- [WORK TO COMPLETE] Among the lines of data below, reproduce only those from the one with "M1839 641 2131 900 2191 958" through the one with "stroke(dot, '#fffbf2', 2.5);", exactly as they stand, both ends included.

==========

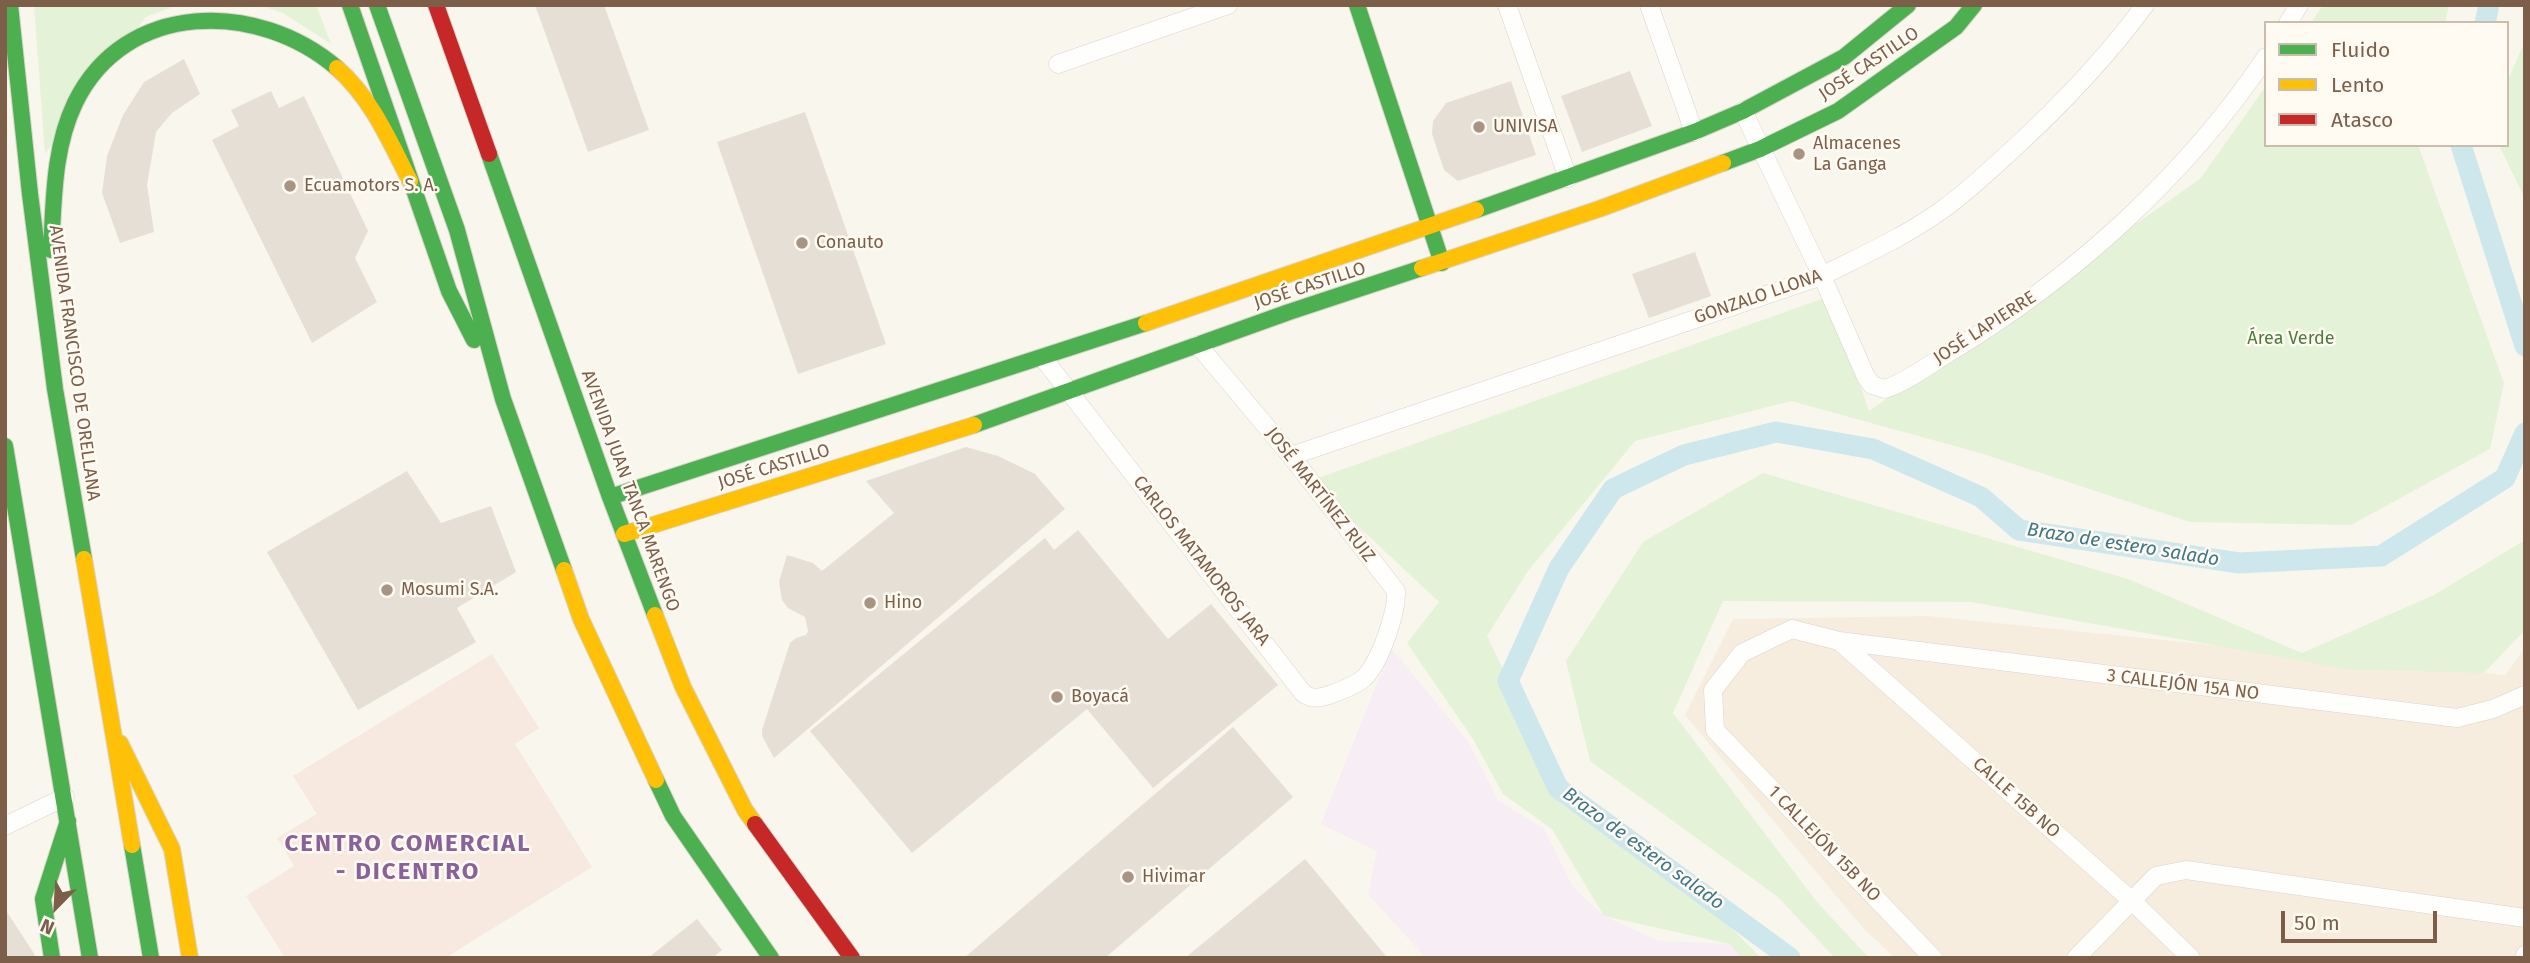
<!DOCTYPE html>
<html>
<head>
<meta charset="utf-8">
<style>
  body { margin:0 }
  #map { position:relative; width:2530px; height:963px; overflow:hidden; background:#f9f6ee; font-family:"Fira Sans",sans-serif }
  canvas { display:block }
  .frame { position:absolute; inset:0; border:7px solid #7d5f49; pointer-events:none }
  .legend { position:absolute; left:2264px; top:21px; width:245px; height:126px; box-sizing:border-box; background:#fffbf2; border:2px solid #cbbdae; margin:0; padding:9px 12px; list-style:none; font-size:21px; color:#7d5f49 }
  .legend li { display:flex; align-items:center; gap:14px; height:35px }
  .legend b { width:35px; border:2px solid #cbbdae }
  .north { position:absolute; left:21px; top:872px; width:70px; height:70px; -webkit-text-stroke:5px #fffbf2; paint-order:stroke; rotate:204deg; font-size:19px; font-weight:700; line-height:28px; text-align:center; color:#7d5f49 }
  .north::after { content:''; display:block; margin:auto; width:24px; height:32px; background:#7d5f49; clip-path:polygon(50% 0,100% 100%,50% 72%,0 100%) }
  .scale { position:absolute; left:2281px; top:911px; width:156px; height:32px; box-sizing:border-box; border:4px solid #7d5f49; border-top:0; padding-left:9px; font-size:21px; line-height:24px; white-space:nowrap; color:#7d5f49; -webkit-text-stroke:5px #fffbf2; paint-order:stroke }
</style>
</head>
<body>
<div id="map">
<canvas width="2530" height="963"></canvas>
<div class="frame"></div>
<ul class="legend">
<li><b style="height:9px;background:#4caf50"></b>Fluido</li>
<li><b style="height:9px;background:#ffc107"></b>Lento</li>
<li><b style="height:9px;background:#c62828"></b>Atasco</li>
</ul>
<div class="north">N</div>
<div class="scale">50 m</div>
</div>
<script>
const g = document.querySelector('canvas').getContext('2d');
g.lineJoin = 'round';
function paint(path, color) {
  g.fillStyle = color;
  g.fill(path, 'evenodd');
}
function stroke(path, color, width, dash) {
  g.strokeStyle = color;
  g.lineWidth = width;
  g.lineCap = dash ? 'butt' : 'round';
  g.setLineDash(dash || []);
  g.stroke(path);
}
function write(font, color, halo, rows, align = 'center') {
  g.font = font + ' "Fira Sans",sans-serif';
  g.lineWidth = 5;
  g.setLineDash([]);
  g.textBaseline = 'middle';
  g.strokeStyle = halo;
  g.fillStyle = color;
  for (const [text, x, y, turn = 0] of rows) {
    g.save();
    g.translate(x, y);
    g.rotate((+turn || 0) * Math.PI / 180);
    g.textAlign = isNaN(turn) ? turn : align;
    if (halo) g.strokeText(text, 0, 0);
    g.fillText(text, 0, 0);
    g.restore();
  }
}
paint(new Path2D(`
  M1928 616 2505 675 2525 648V958H1895L1863 928 1685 715 1733 619Z`), '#f6edde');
paint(new Path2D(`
  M492 654 539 728 515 744 592 867 445 958H285L246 896 294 866 277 838 317 814 293 776Z`), '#f7e9df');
paint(new Path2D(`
  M1391 648 1467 740 1498 800 1544 829 1573 887 1604 916 1659 941 1731 944 1741 958H1426L1368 894 1377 851 1321 824Z`), '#f7edf5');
paint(new Path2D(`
  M34 5H178L146 17 45 154Z
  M259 5H316L331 44 283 13Z
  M2323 5H2449L2445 23H2311Z
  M2525 41V199L2499 145H2507V82Z
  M2266 86V145H2418L2504 383 2490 449 2351 525 2190 522 1980 453 1791 401 1635 441 1528 571 1487 636 1567 801 1687 883 1761 958H1741L1730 944 1604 916 1552 829 1503 794 1473 739 1407 643 1439 602 1310 481 1830 296 1869 411 2200 179Z
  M1763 473 2128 579 2302 653 2434 595 2525 540V630L2484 673 2348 669 1971 602 1723 601 1673 713 1817 902 1869 958H1835L1778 897 1590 761 1566 661 1643 542Z`), '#e4f2d7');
stroke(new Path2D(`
  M2485 23 2489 5
  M2461 145 2525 346
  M1790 958 1558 788 1508 681 1559 568 1613 489 1684 455 1776 432 1873 449 1981 497 2019 530 2239 563 2381 556 2505 478 2525 433`), '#cee7ec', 21);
paint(new Path2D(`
  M535 5H604L649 130 588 152Z
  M184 59 200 94 172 113 156 132 147 185 154 232 120 243 102 193 107 156 123 115 144 82Z
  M1630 71 1652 126 1582 152 1561 96Z
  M1511 81 1536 155 1458 181 1444 170 1432 134 1433 121 1446 103Z
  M271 91 279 108 304 96 368 231 355 258 377 302 312 343 212 140 239 126 231 110Z
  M805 112 886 344 798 374 717 142Z
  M1695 252 1711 296 1649 318 1632 274Z
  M966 447 998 456 1035 474 1065 509 774 758 762 736V730L790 643 796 638 806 635 808 631 805 617 788 608 782 600 779 582 787 555 813 563 822 571 894 513 866 481Z
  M407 471 441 523 491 506 516 572 457 608 476 642 358 710 267 552Z
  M1078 530 1168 639 1211 604 1278 685 1153 788 1087 709 912 853 810 731 1045 538 1054 550Z
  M1233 727 1293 797 1105 958H964Z
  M1305 859 1386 956 1384 958H1185Z
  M5 909 35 955 30 958H5Z
  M697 919 722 950 712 958H648Z`), '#e6dfd5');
const street = new Path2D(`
  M1507 5 1568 178
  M1649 5 1694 132
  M2288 23 2299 5
  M1058 64 1228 5
  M1743 111 1822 276 1866 377 1872 385 1885 389C1907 382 1930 364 1950 352 2073 278 2185 177 2266 57
  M1043 358 1303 693C1312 700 1318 698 1329 695 1340 691 1355 686 1364 678 1380 662 1397 613 1396 591L1291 456 1198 345
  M1291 456 1822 276C1861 256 1902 238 1939 212 1965 194 1988 172 2012 150 2060 106 2106 58 2145 5
  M1839 641 2131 900 2191 958
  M5 826 65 797
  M1933 958 1715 730 1713 690 1742 653 1792 629 1839 641 2457 718 2493 709 2525 695
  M2076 958 2156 876 2186 870 2525 918
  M2524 958 2525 955`);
const fast = new Path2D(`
  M10 5 30 194 55 389 84 559
  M350 5 449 291 474 340
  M377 5 457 230 503 399 564 570
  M1357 5 1442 263
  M489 154 610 497 655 615
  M1723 163 1760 149 1838 111 1956 27 1974 5
  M1476 210 1694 132 1743 111 1844 57 1908 5
  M51 250C54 201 53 149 75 103 125 0 258 0 337 68
  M974 425 1289 312 1422 268
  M5 446 90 958
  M610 497 1146 323
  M656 780 673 816 771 958
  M132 845 151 958
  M52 958 43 899 68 821`);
const slow = new Path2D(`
  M337 68C372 99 389 140 410 181
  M1422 268 1599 209 1723 163
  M1146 323 1476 210
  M624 534 974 425
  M84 559 132 845
  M564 570 581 619 656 780
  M655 615 683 687 745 810 755 824
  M120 743 172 849 190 958`);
const jam = new Path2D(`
  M436 5 489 154
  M755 824 852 958`);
stroke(street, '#dad3cc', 19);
stroke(fast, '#d9d3ca', 18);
stroke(slow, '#d9d3ca', 18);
stroke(jam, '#d9d3ca', 18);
stroke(street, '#fefefc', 18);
stroke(fast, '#4caf50', 16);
stroke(slow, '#ffc107', 16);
stroke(jam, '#c62828', 16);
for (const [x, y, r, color] of [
  [1479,127,7,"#a89483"],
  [1799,154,7,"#a89483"],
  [290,186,7,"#a89483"],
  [802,243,7,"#a89483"],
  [387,590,7,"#a89483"],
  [870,603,7,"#a89483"],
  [1057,697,7,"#a89483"],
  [1128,877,7,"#a89483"]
]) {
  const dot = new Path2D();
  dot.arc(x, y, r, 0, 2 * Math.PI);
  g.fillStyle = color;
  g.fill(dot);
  stroke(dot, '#fffbf2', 2.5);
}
write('18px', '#7d5f49', '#fffbf2', [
  ["JOSÉ CASTILLO",1869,64,-34],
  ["JOSÉ CASTILLO",1310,286,-18],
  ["GONZALO LLONA",1758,297,-19],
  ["JOSÉ LAPIERRE",1985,328,-33],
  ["AVENIDA FRANCISCO DE ORELLANA",74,363,82],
  ["JOSÉ CASTILLO",774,467,-17],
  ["AVENIDA JUAN TANCA MARENGO",630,491,70],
  ["JOSÉ MARTÍNEZ RUIZ",1320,495,52],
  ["CARLOS MATAMOROS JARA",1201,561,52],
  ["3 CALLEJÓN 15A NO",2183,685,7],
  ["CALLE 15B NO",2016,798,42],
  ["1 CALLEJÓN 15B NO",1824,844,46]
]);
write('18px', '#7d5f49', '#fffbf2', [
  ["UNIVISA",1493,127],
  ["Almacenes",1813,144],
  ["La Ganga",1813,165],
  ["Ecuamotors S. A.",304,186],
  ["Conauto",816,243],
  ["Mosumi S.A.",401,590],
  ["Hino",884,603],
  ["Boyacá",1071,697],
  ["Hivimar",1142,877]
], 'left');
write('18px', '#4b7d3c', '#fffbf2', [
  ["Área Verde",2291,339]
]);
write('italic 19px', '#3d778b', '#fffbf2', [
  ["Brazo de estero salado",2123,545,9],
  ["Brazo de estero salado",1643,849,36]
]);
g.letterSpacing = '2px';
write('bold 24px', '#8a6199', '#fffbf2', [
  ["CENTRO COMERCIAL",408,844],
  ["- DICENTRO",408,872]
]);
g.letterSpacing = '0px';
</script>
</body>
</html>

==========

- [PROBLEM SOLUTION]
  M1839 641 2131 900 2191 958
  M5 826 65 797
  M1933 958 1715 730 1713 690 1742 653 1792 629 1839 641 2457 718 2493 709 2525 695
  M2076 958 2156 876 2186 870 2525 918
  M2524 958 2525 955`);
const fast = new Path2D(`
  M10 5 30 194 55 389 84 559
  M350 5 449 291 474 340
  M377 5 457 230 503 399 564 570
  M1357 5 1442 263
  M489 154 610 497 655 615
  M1723 163 1760 149 1838 111 1956 27 1974 5
  M1476 210 1694 132 1743 111 1844 57 1908 5
  M51 250C54 201 53 149 75 103 125 0 258 0 337 68
  M974 425 1289 312 1422 268
  M5 446 90 958
  M610 497 1146 323
  M656 780 673 816 771 958
  M132 845 151 958
  M52 958 43 899 68 821`);
const slow = new Path2D(`
  M337 68C372 99 389 140 410 181
  M1422 268 1599 209 1723 163
  M1146 323 1476 210
  M624 534 974 425
  M84 559 132 845
  M564 570 581 619 656 780
  M655 615 683 687 745 810 755 824
  M120 743 172 849 190 958`);
const jam = new Path2D(`
  M436 5 489 154
  M755 824 852 958`);
stroke(street, '#dad3cc', 19);
stroke(fast, '#d9d3ca', 18);
stroke(slow, '#d9d3ca', 18);
stroke(jam, '#d9d3ca', 18);
stroke(street, '#fefefc', 18);
stroke(fast, '#4caf50', 16);
stroke(slow, '#ffc107', 16);
stroke(jam, '#c62828', 16);
for (const [x, y, r, color] of [
  [1479,127,7,"#a89483"],
  [1799,154,7,"#a89483"],
  [290,186,7,"#a89483"],
  [802,243,7,"#a89483"],
  [387,590,7,"#a89483"],
  [870,603,7,"#a89483"],
  [1057,697,7,"#a89483"],
  [1128,877,7,"#a89483"]
]) {
  const dot = new Path2D();
  dot.arc(x, y, r, 0, 2 * Math.PI);
  g.fillStyle = color;
  g.fill(dot);
  stroke(dot, '#fffbf2', 2.5);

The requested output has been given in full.